Your objective - Copy out every line of the data where the word "湘南新道" is found.

Source data -
------------------------------------------------

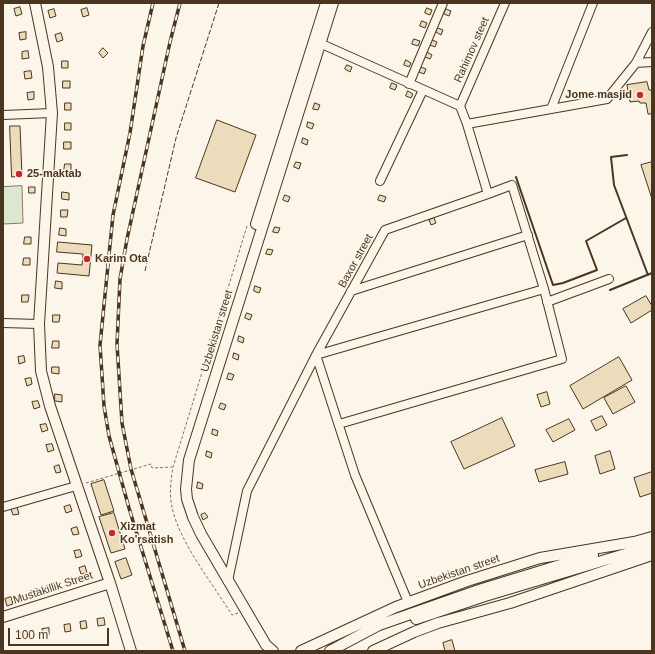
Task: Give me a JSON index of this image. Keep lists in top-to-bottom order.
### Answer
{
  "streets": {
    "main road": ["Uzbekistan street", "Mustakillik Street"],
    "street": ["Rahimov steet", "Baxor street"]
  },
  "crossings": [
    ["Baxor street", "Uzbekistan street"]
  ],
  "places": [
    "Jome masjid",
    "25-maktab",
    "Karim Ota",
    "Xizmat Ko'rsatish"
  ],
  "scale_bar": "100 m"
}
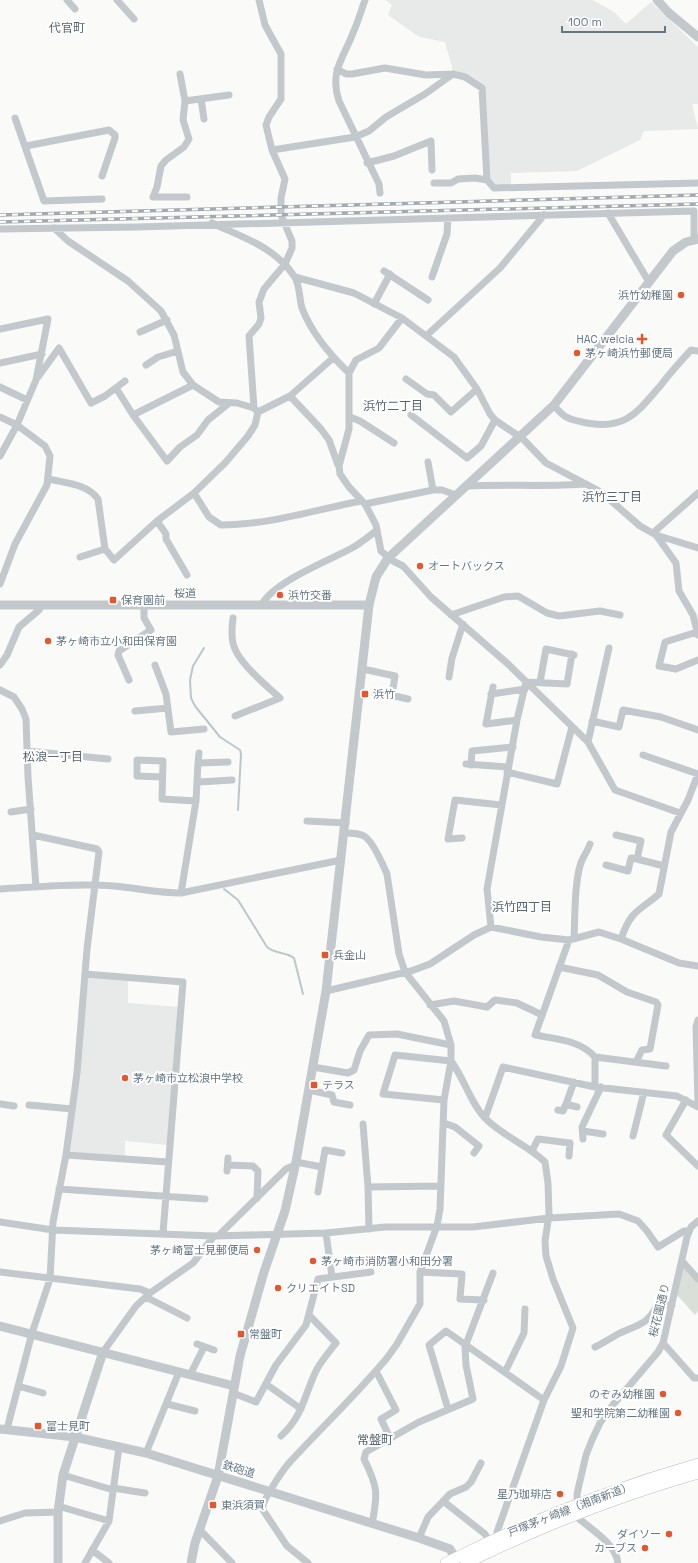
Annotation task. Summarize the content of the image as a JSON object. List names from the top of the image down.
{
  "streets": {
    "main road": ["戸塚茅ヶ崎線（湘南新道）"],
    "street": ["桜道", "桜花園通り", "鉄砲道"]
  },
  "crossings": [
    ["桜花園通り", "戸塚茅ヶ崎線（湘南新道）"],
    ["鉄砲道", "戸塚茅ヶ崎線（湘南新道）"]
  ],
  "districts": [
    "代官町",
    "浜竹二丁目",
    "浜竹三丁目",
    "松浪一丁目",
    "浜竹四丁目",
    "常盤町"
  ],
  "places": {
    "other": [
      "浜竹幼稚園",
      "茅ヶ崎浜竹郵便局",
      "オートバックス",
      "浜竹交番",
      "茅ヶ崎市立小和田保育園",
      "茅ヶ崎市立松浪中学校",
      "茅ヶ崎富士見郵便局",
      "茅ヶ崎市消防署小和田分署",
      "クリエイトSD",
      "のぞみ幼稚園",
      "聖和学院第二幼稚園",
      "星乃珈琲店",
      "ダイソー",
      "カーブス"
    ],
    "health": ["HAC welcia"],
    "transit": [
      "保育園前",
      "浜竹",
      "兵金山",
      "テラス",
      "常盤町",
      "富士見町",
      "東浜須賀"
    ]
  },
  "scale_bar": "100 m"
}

------------------------------------------------

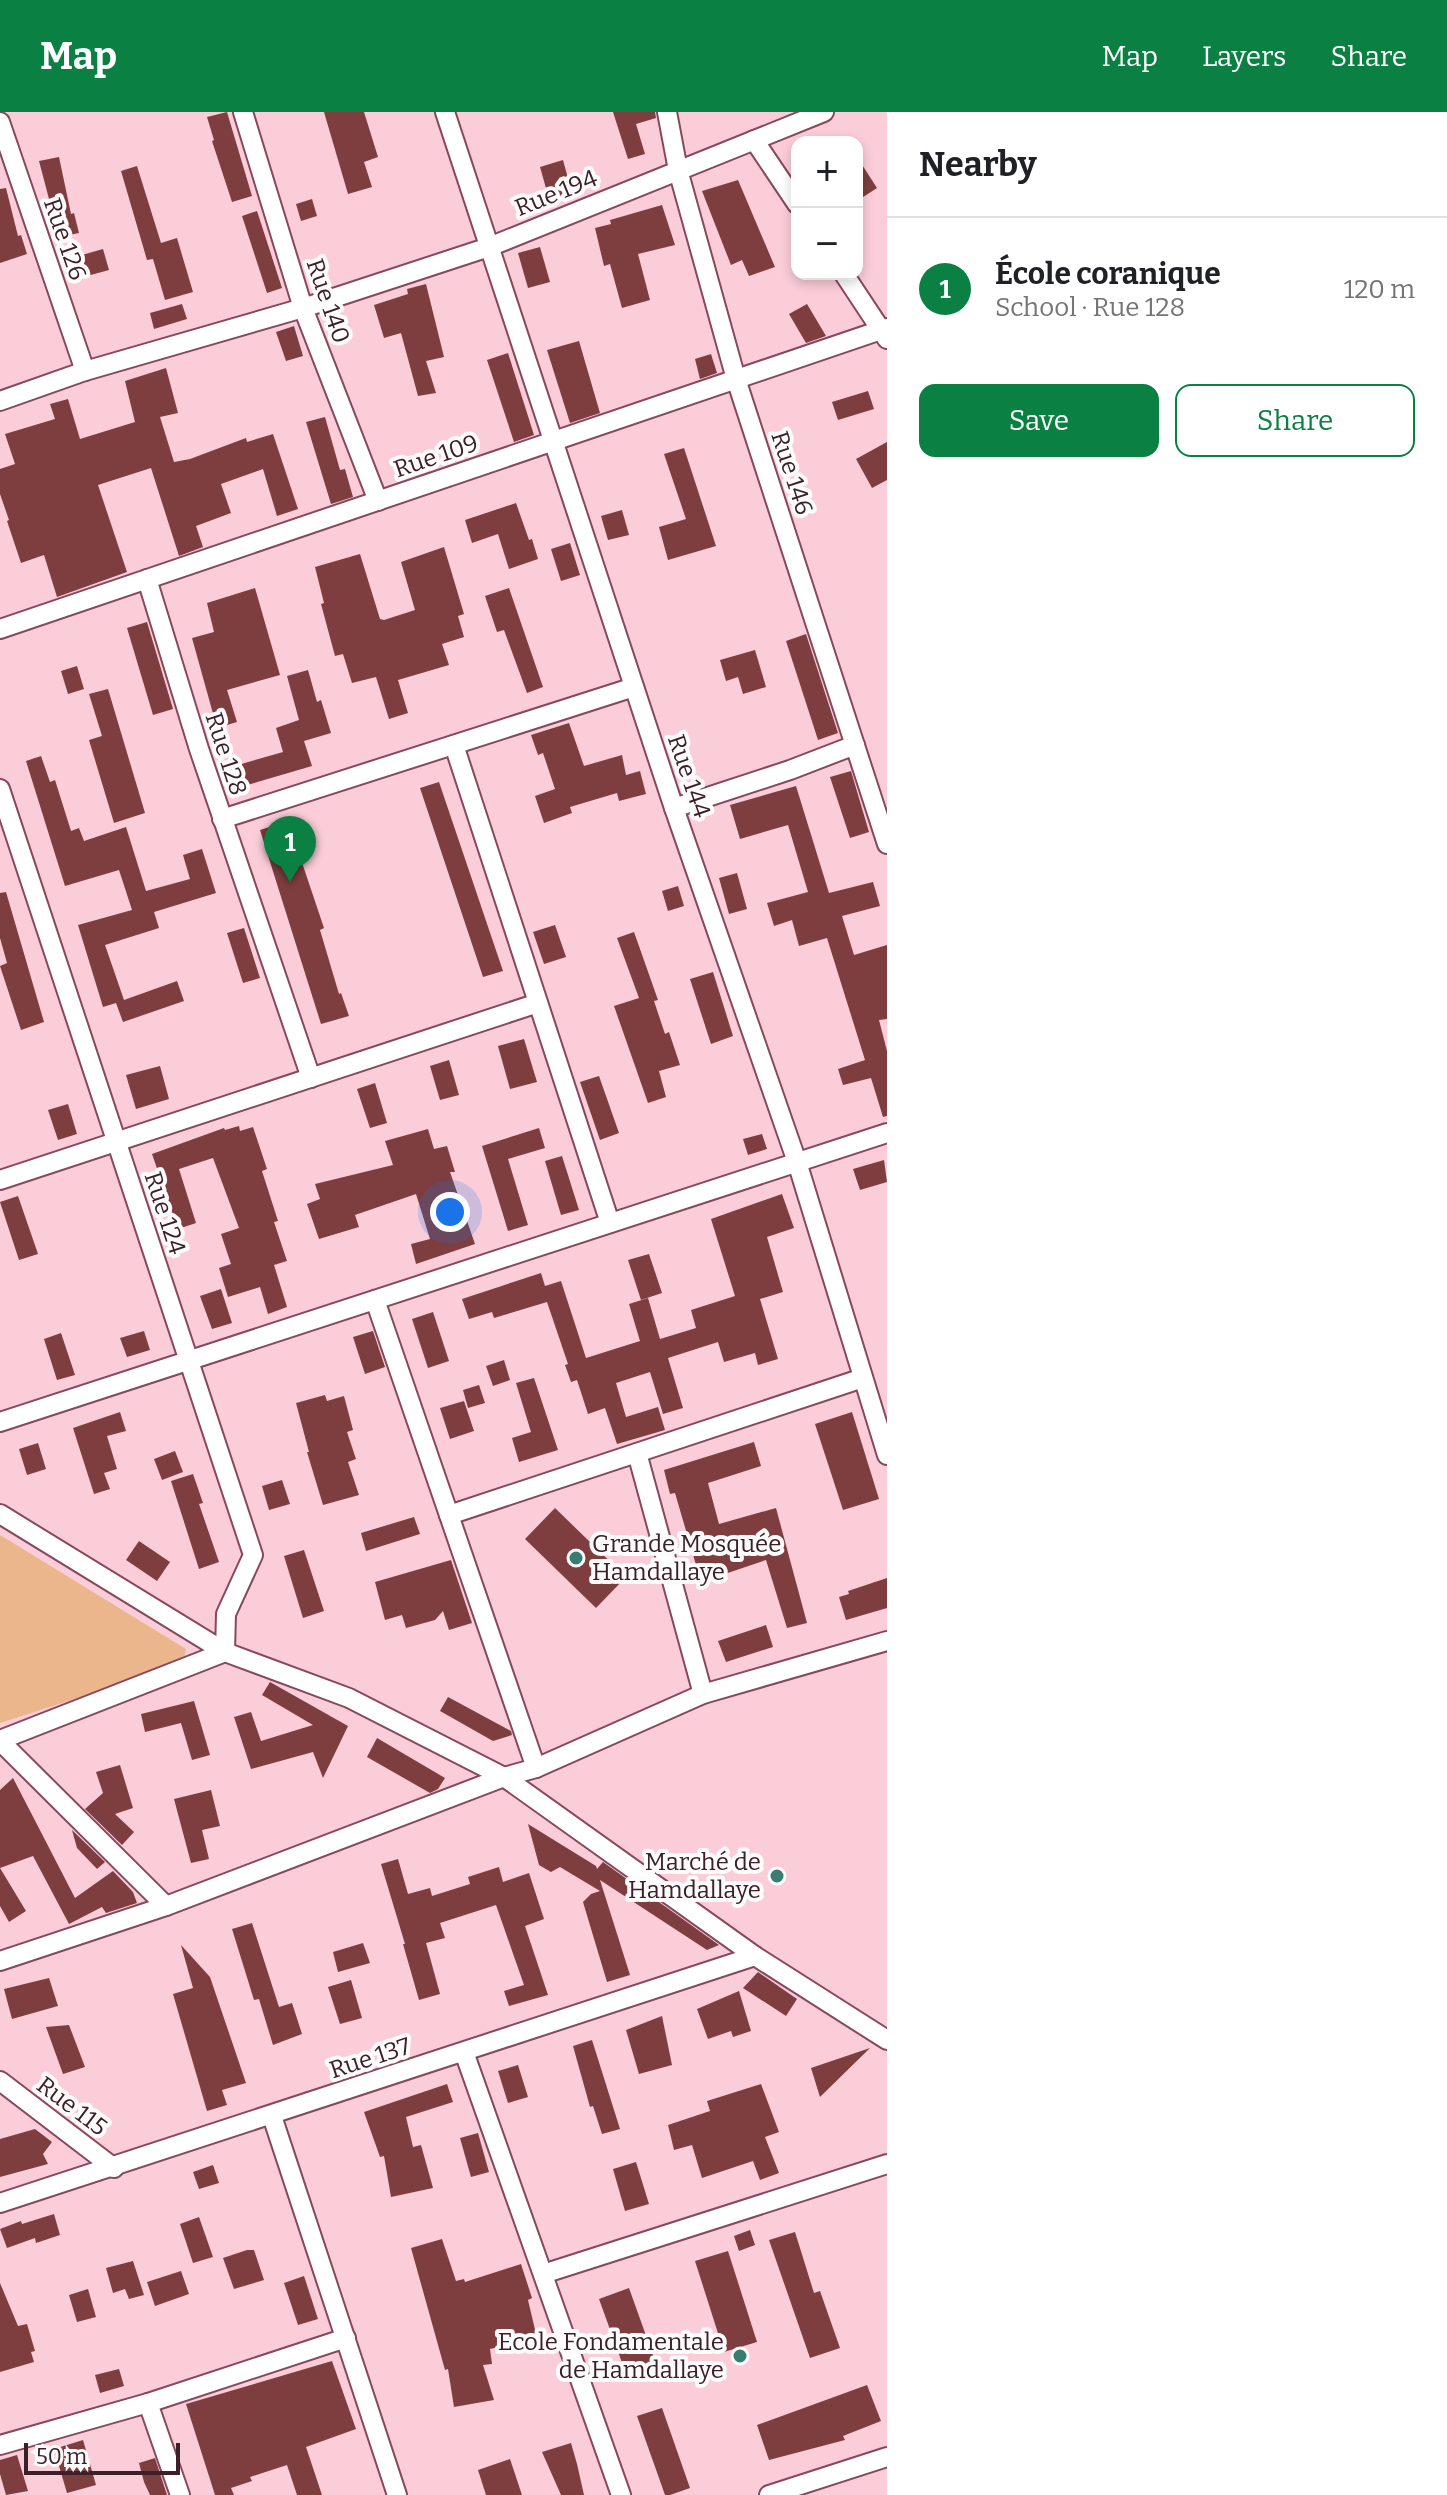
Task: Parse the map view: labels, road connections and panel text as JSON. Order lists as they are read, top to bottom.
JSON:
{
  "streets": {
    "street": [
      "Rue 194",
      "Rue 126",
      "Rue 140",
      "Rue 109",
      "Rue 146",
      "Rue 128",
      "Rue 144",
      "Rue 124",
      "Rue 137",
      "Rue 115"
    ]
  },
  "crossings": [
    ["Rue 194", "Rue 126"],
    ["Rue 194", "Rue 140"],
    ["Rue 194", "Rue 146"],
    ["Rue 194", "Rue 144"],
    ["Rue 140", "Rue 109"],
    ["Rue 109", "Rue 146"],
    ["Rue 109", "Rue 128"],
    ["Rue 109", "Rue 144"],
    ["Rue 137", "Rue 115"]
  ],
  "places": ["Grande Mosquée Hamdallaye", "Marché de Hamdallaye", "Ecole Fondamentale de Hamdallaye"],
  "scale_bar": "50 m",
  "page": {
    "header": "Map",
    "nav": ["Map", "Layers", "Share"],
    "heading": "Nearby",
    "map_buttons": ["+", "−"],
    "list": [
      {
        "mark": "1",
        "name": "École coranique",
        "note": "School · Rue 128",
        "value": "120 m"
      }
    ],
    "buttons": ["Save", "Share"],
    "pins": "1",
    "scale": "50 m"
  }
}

------------------------------------------------

Task result -
    "main road": ["戸塚茅ヶ崎線（湘南新道）"],
    ["桜花園通り", "戸塚茅ヶ崎線（湘南新道）"],
    ["鉄砲道", "戸塚茅ヶ崎線（湘南新道）"]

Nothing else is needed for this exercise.